Radko Polič (18 August 1942 – 15 September 2022) was a Slovenian theatre, television and film actor.

Biography
Born in Črnomelj, Polič's family moved to Belgrade in 1945 and then to West Berlin in 1949 before returning to Slovenia and settling in Ljubljana in 1954. He started acting in the early 1960s and during his career spanning over four decades, he played in over 150 theatre and film productions.

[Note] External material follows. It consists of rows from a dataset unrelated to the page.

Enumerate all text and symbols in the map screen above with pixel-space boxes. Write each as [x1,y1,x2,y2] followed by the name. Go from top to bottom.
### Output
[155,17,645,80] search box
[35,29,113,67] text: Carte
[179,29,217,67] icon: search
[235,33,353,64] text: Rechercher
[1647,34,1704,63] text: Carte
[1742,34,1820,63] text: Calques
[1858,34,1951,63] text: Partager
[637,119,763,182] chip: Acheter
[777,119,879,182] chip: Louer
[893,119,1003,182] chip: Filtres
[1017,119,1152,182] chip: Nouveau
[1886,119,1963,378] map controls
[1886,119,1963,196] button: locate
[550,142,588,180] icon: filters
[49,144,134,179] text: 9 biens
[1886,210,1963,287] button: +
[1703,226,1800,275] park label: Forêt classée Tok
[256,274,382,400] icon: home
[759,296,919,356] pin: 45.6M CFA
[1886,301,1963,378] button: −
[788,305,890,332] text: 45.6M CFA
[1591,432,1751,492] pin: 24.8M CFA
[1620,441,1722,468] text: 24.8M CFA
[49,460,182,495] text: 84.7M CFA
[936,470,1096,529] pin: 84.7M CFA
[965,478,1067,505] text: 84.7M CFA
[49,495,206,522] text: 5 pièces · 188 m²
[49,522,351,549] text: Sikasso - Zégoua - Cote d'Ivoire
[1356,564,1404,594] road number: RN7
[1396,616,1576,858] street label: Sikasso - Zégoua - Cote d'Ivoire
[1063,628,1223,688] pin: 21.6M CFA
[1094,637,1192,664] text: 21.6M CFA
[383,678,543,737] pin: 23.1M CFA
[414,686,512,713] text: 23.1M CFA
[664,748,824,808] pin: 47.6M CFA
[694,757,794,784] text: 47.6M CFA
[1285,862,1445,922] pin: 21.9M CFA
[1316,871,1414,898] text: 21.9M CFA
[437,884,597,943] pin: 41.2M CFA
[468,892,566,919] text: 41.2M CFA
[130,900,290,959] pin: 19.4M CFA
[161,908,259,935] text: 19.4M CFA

He starred in stage productions all around Slovenia and appeared in a number of Yugoslav feature films.

Polič won numerous awards for his work, including the Golden Arena for Best Actor at the 1976 Pula Film Festival and the Best Actor award at the 10th Moscow International Film Festival for his role in Igor Pretnar's film Idealist, and the Prešeren Award for Life Achievement in 2007.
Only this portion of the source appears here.